Brody’s brilliant stewardship of the House built by the World’s Best Entrepreneur

This week’s UNDICTATED focuses on a very special man, the late Bill Lynch. A humble, undramatic, focused person, he was made in the mould of great business leaders immortalized in Jim Collins’ classic Good To Great. Lynch would make any list of SA’s top five entrepreneurs of the modern era. Indeed, he is the only one to have been honoured as the best in the world by EY’s international competition. My daughter Caitlin and I were with Bill on that memorable night in June 2006. That evening forms the cornerstone of this contribution. – AH

The late Bill Lynch with his World Cup for businessmen - EY's World Entrepreneur of the Year
The late Bill Lynch with his World Cup for businessmen – EY’s World Entrepreneur of the Year

By Alec Hogg*

You can learn a lot looking inside a man cave. Those secret places where we hunters go for solace, to recover energy, lick wounds. And do our thinking.
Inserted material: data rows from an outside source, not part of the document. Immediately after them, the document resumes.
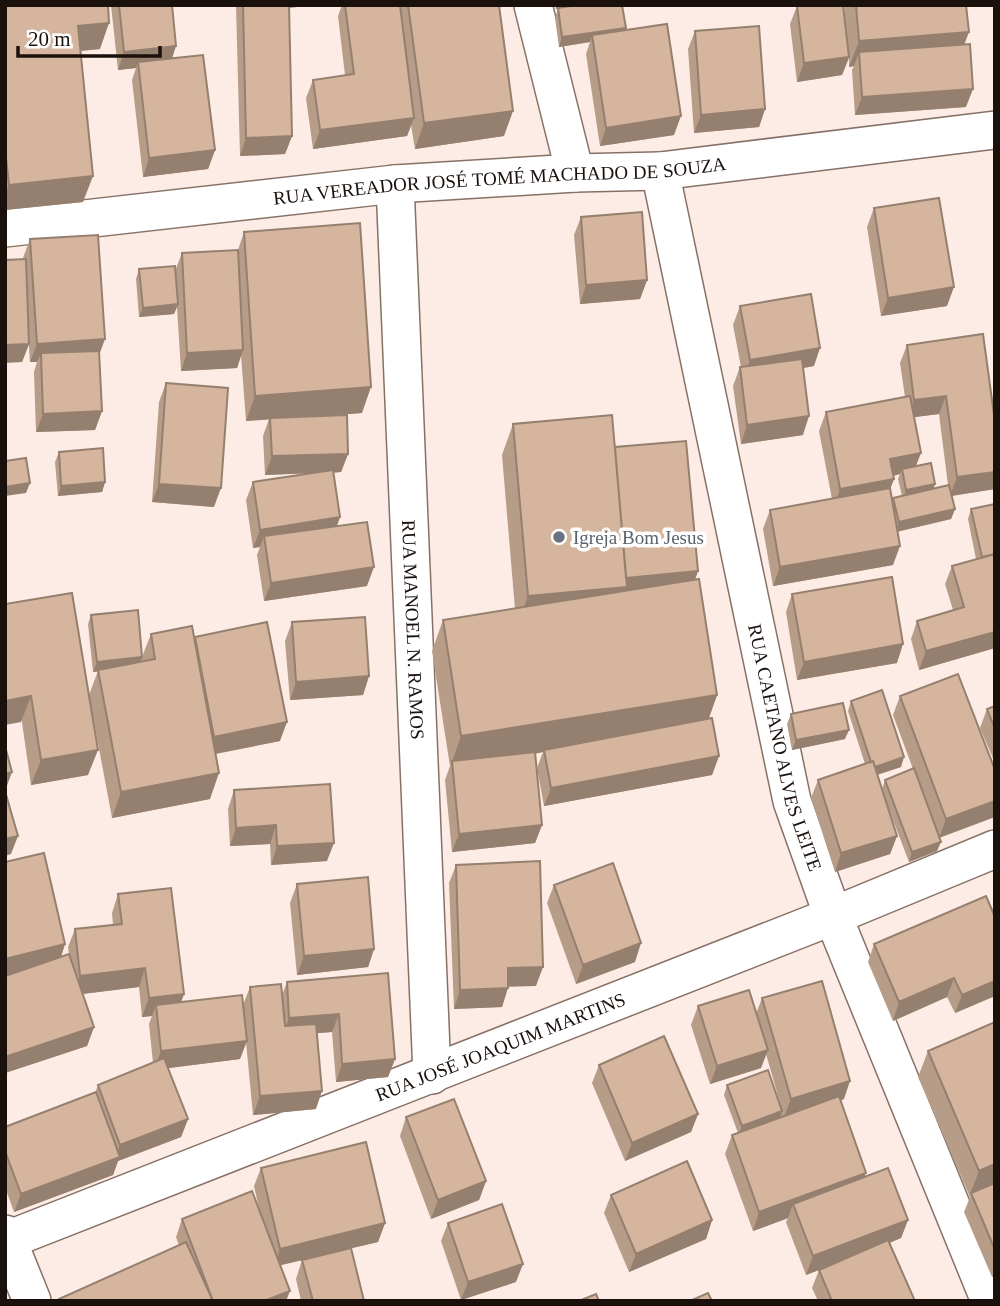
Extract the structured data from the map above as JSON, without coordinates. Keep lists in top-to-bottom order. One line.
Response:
{"streets":{"street":["RUA VEREADOR JOSÉ TOMÉ MACHADO DE SOUZA","RUA MANOEL N. RAMOS","RUA CAETANO ALVES LEITE","RUA JOSÉ JOAQUIM MARTINS"]},"crossings":[["RUA VEREADOR JOSÉ TOMÉ MACHADO DE SOUZA","RUA MANOEL N. RAMOS"],["RUA VEREADOR JOSÉ TOMÉ MACHADO DE SOUZA","RUA CAETANO ALVES LEITE"],["RUA MANOEL N. RAMOS","RUA JOSÉ JOAQUIM MARTINS"],["RUA CAETANO ALVES LEITE","RUA JOSÉ JOAQUIM MARTINS"]],"places":["Igreja Bom Jesus"],"scale_bar":"20 m"}
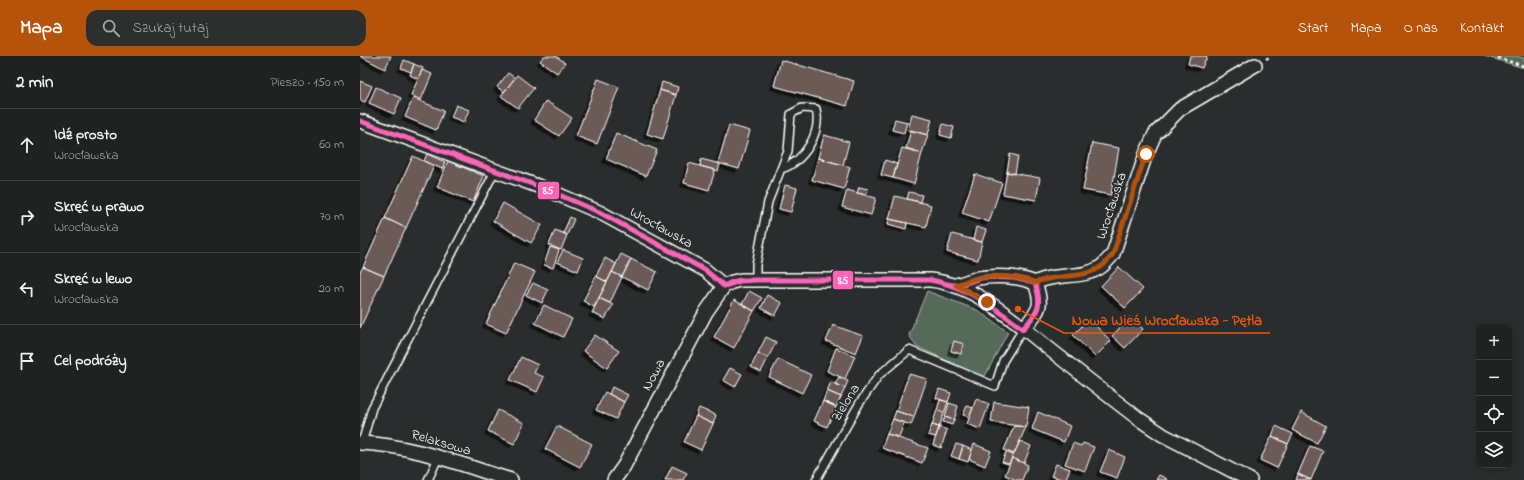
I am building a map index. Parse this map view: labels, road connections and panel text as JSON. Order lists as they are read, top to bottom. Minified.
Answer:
{"streets":{"street":["Wrocławska","Nowa","Relaksowa"],"lane":["Zielona"]},"crossings":[["Wrocławska","Nowa"]],"places":["Nowa Wieś Wrocławska - Pętla"],"lines":["transit line 85"],"page":{"header":"Mapa","search":"Szukaj tutaj","nav":["Start","Mapa","O nas","Kontakt"],"heading":["2 min","Pieszo · 150 m"],"list":[["Idź prosto","Wrocławska","60 m"],["Skręć w prawo","Wrocławska","70 m"],["Skręć w lewo","Wrocławska","20 m"],"Cel podróży"],"map_buttons":["+","−"]}}
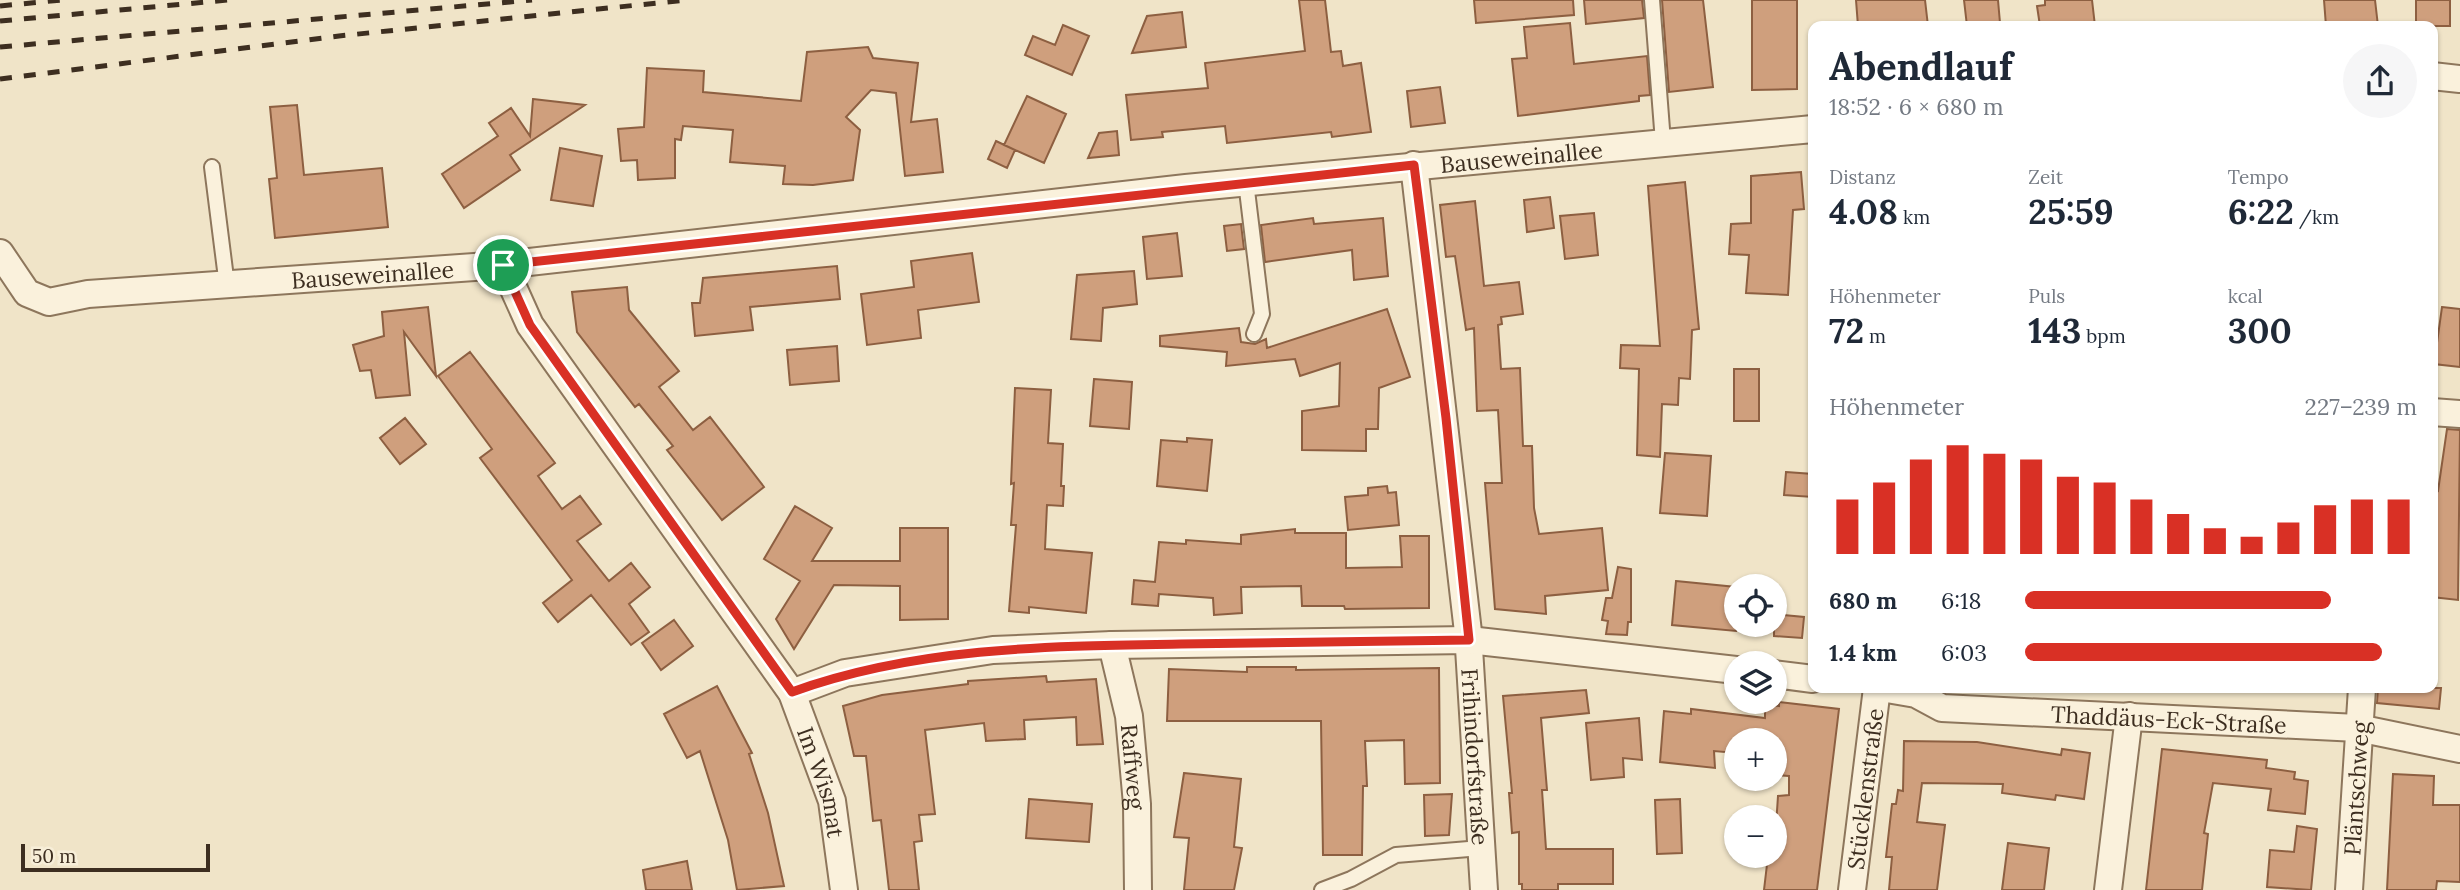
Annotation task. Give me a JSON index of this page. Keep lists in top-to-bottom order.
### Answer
{
  "streets": {
    "street": [
      "Bauseweinallee",
      "Thaddäus-Eck-Straße",
      "Frihindorfstraße",
      "Raffweg",
      "Im Wismat",
      "Stücklenstraße",
      "Pläntschweg"
    ]
  },
  "crossings": [
    ["Bauseweinallee", "Frihindorfstraße"],
    ["Bauseweinallee", "Im Wismat"],
    ["Thaddäus-Eck-Straße", "Pläntschweg"]
  ],
  "scale_bar": "50 m",
  "page": {
    "heading": ["Abendlauf", "18:52 · 6 × 680 m"],
    "stats": [
      ["Distanz", "4.08 km"],
      ["Zeit", "25:59"],
      ["Tempo", "6:22 /km"],
      ["Höhenmeter", "72 m"],
      ["Puls", "143 bpm"],
      ["kcal", "300"]
    ],
    "chart": ["Höhenmeter", "227–239 m"],
    "map_buttons": ["+", "−"],
    "list": [
      {
        "name": "680 m",
        "note": "6:18"
      },
      {
        "name": "1.4 km",
        "note": "6:03"
      }
    ],
    "scale": "50 m"
  }
}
A wall in my den is for memories. It’s dominated by a collage from an evening in Monaco with the late Bill Lynch, architect of the R50bn Top 40 company Imperial Holdings.

I knew Lynch for many years. Mostly on a superficial level. We saw each other bi-annually in the radio studio to discuss Imperial’s financial updates. Occasionally he’d pop in for a special focus on entrepreneurship or another topic close to his heart. We were associates. Friendly, not close.

Then seven years ago, that changed when fate threw us together for a spectacular few days.
Bill had won the South African leg of the World Entrepreneur of the Year competition. My company was the media partner. So we ended up in Monaco together for the grand finale of the event’s 20th renewal.

There were contenders from 32 countries that year. Among them a Taiwanese whose company built one of every three laptops worldwide. Another strong contender was the co-founder of then high-flying US giant The Home Depot.

As usually happens when South Africans travel, we were a tight unit, eight of us, including Bill’s wife Ann, supporting our Champion. A small group, easy to get lost in a crowd of 700. Especially as reality dawned that this was a competition won by business rock stars like Google’s founders Larry Page and Sergey Brin; Amazon’s Jeff Bezos and Starbucks founder Howard Schultz.

In spite of the odds, this was Bill Lynch’s night.

The only hint beforehand was when ARM’s Patrice Motsepe and wife Precious joined us at Table 31. Motsepe doesn’t just pitch. He’d won the SA leg in 2003, but didn’t cracked the big one. Neither did other local leg winners like Bidvest’s Brian Joffe, Naspers’ Koos Bekker or Aspen’s Stephen Saad.
The only South African to put his hands around the World Cup for Businessmen was the man I was sat with that night in June 2006.

After the glare of television cameras and crush of reporters had ended, we walked back together to our hotel. Bill with his Springbok Green bow tie that matched Ann’s dress. Talking calmly and quietly as always.

The way he handled it all, you’d think this humble 62 year old was born to it. He wasn’t. Lynch grew up dirt poor in rural Ireland. He arrived in Johannesburg in 1971 with a young wife, a farm school education and only enough in his pockets to buy food for a couple months.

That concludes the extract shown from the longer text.